Somewhere along the way I got the idea that I had to know everything about a particular topic to “teach” or “present on” it. And I never considered myself an expert on anything because my definition of expert meant “someone who knows everything.” Logically, I know it is impossible to know everything. That I should not hold myself to this standard. And yet here I am, down-playing my accumulated knowledge and experiences because I am not omnipotent. Am I alone in falling into this trap?
The beautiful thing about life is we get to learn. Constantly. And hopefully be changed by that learning. I have–and continue to be given–lessons that I want to share in order to help others. There is never a shortage of lessons and knowledge, until we die.
The challenge? Overcoming the feeling that just because there is so much to learn does not mean we are any less capable of teaching what we know.

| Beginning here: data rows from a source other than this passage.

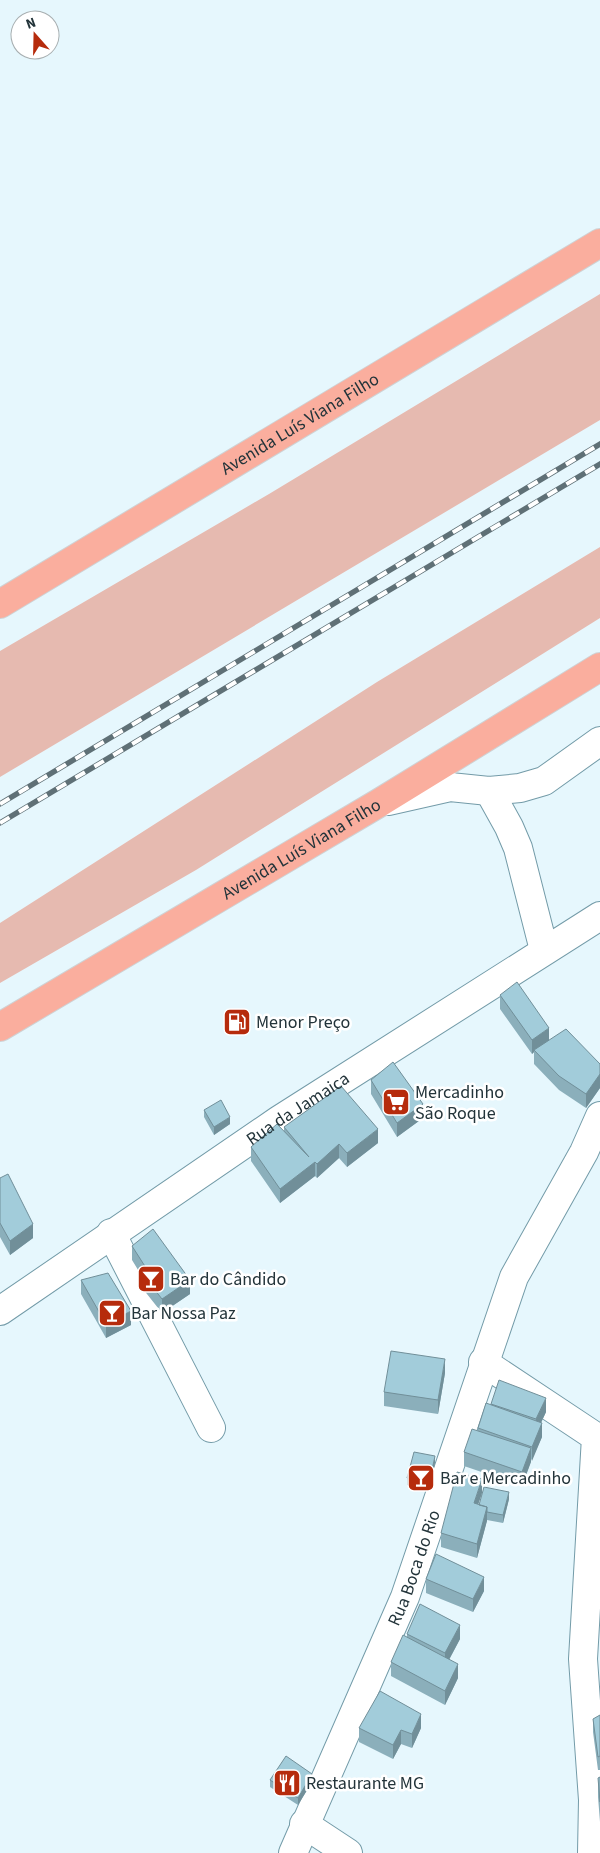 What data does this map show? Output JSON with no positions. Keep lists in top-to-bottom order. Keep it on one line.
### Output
{"streets":{"highway":["Avenida Luís Viana Filho"],"street":["Rua da Jamaica","Rua Boca do Rio"]},"places":{"fuel station":["Menor Preço"],"supermarket":["Mercadinho São Roque"],"bar":["Bar do Cândido","Bar Nossa Paz","Bar e Mercadinho"],"restaurant":["Restaurante MG"]},"north":"top"} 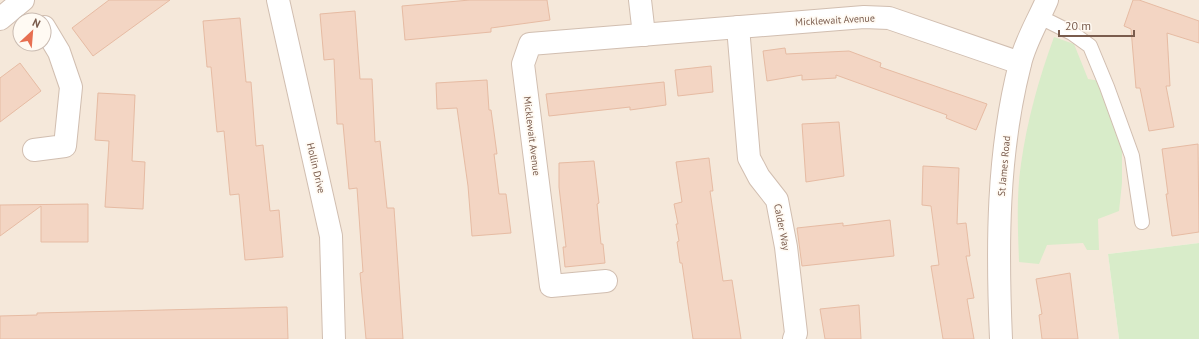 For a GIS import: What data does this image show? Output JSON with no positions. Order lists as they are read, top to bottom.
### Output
{
  "streets": {
    "street": [
      "Micklewait Avenue",
      "St James Road",
      "Hollin Drive",
      "Calder Way"
    ]
  },
  "crossings": [
    ["Micklewait Avenue", "St James Road"],
    ["Micklewait Avenue", "Calder Way"]
  ],
  "scale_bar": "20 m",
  "north": "top right"
} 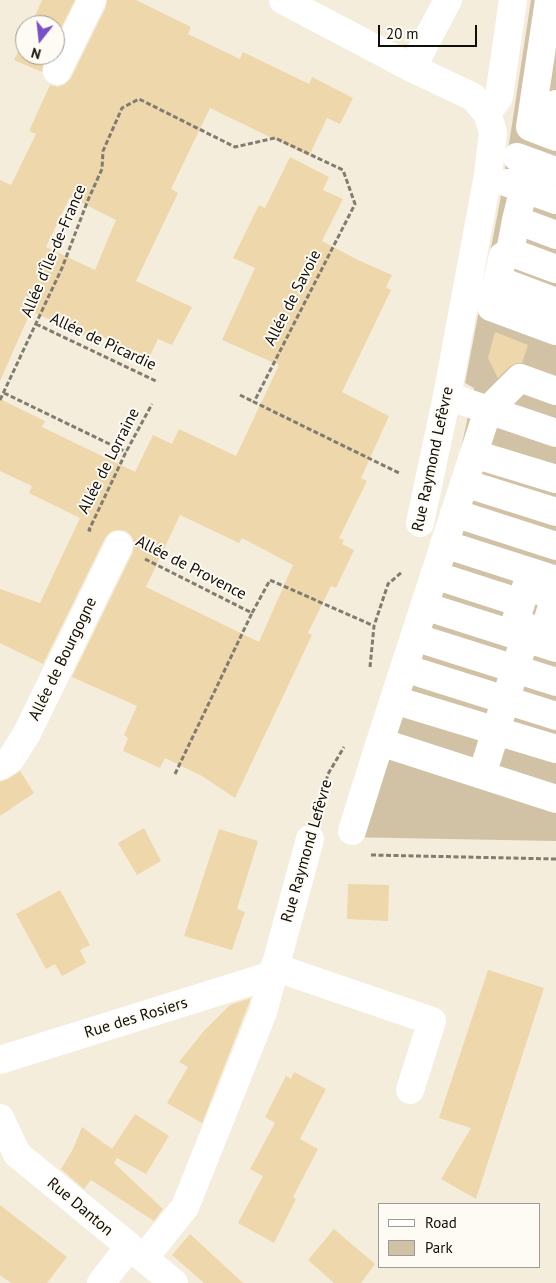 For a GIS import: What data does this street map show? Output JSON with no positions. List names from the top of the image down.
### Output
{
  "streets": {
    "street": [
      "Rue Raymond Lefèvre",
      "Allée de Bourgogne",
      "Rue des Rosiers",
      "Rue Danton"
    ],
    "path": [
      "Allée d'Île-de-France",
      "Allée de Savoie",
      "Allée de Picardie",
      "Allée de Lorraine",
      "Allée de Provence"
    ]
  },
  "crossings": [
    ["Allée d'Île-de-France", "Allée de Savoie"],
    ["Allée d'Île-de-France", "Allée de Picardie"],
    ["Rue Raymond Lefèvre", "Allée de Provence"],
    ["Rue Raymond Lefèvre", "Rue des Rosiers"],
    ["Rue Raymond Lefèvre", "Rue Danton"],
    ["Allée de Lorraine", "Allée de Provence"],
    ["Allée de Provence", "Allée de Bourgogne"]
  ],
  "legend": ["Road", "Park"],
  "scale_bar": "20 m",
  "north": "bottom"
} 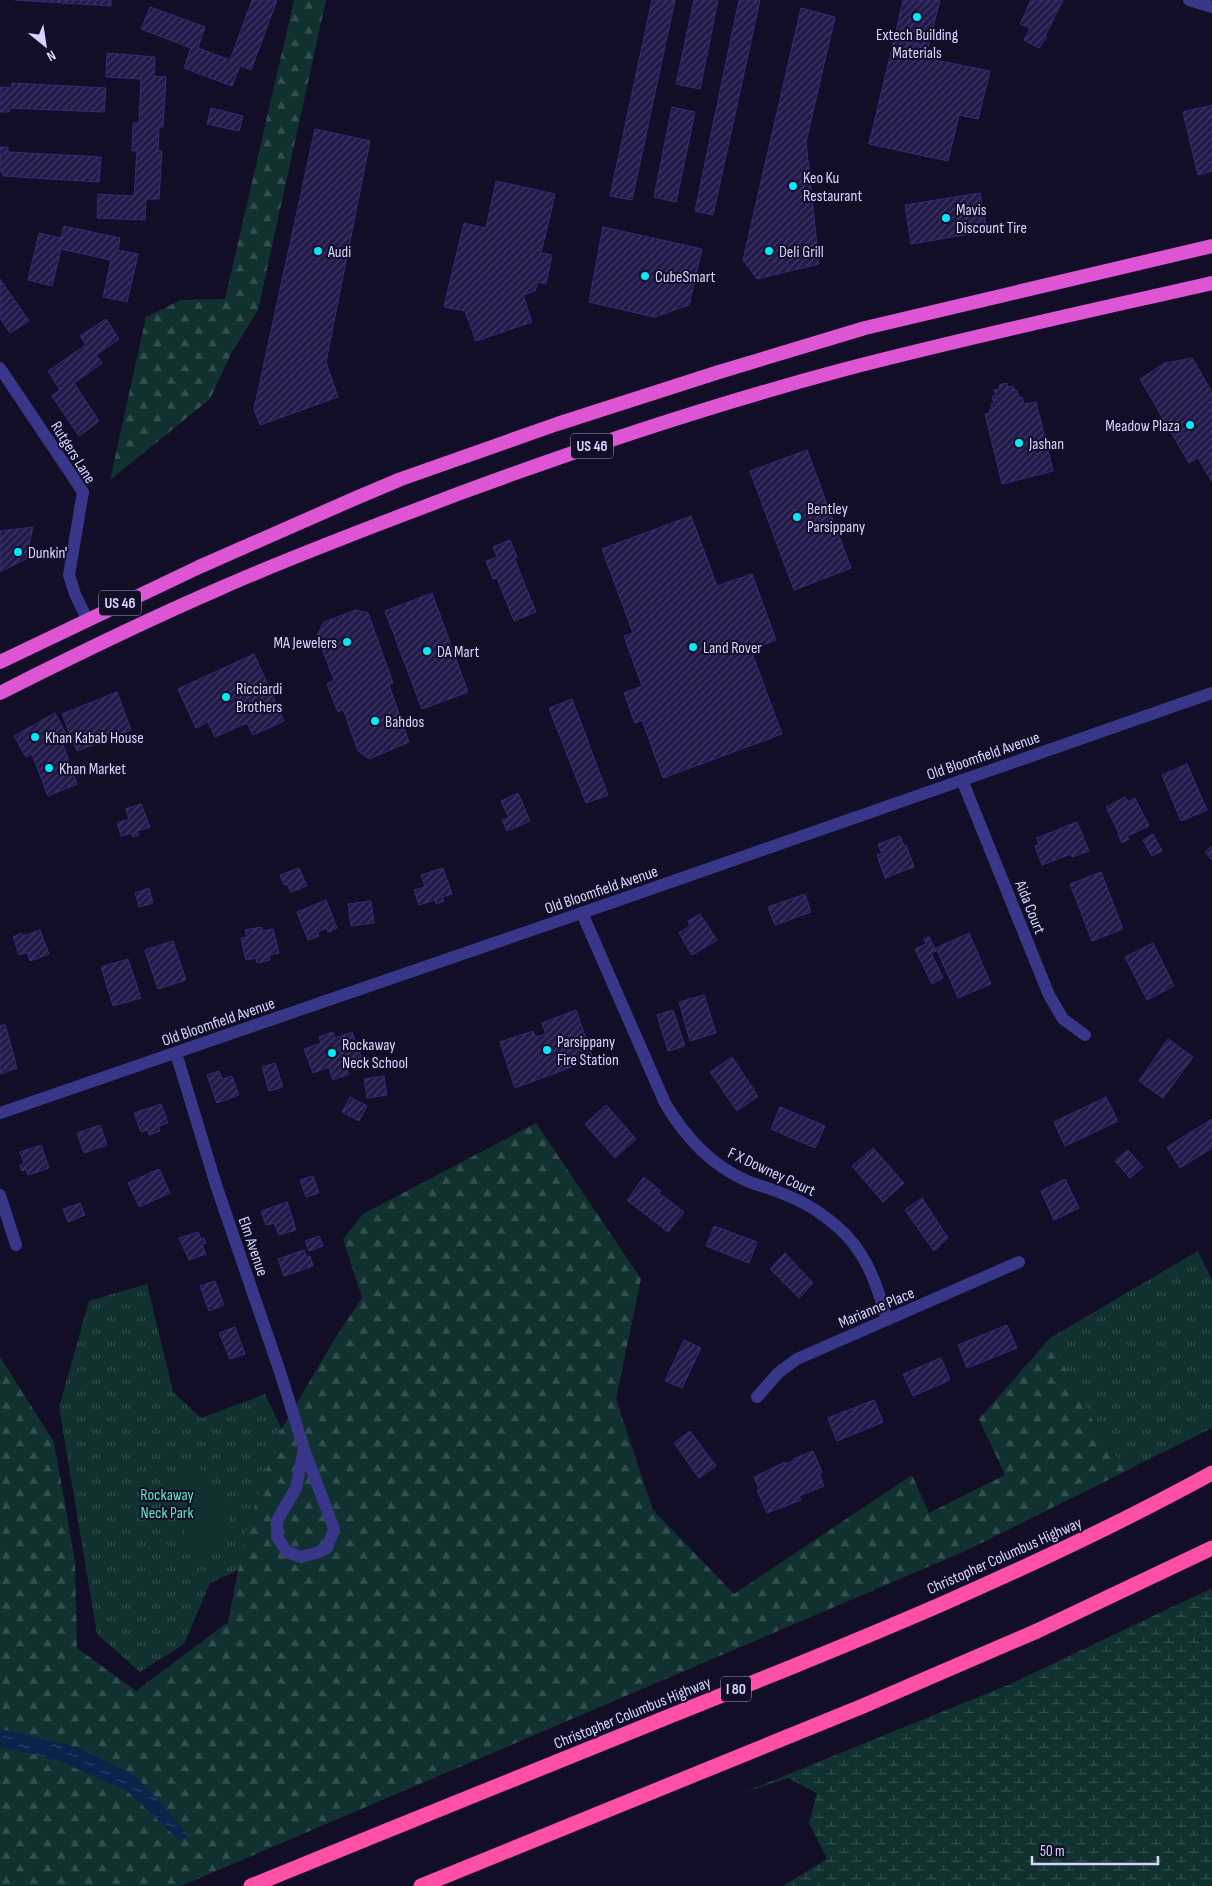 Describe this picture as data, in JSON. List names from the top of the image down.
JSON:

We don’t have to have it all figured out. Beating ourselves up about not being perfect or an “expert” is a waste of time. I think I’ve said that before and it’s because I need to learn it, too. So this is a real meta post. I’m actually teaching something and learning it at the same time. And I hope you’ll join me on this journey and in embracing the position as learner-and-teacher without guilt or fear of being an imposter.
Bonus: All the leaders I admire have humility as a trait. I know that’s not something everyone agrees on as being valuable. But for me, I think it’s important. Being open to the idea that there is more to learn as a leader IS being humble–and is a good practice.
My #30DaysofQ2 important but not urgent action for today: Live happily in the intersection and trust it is where I can do the most good.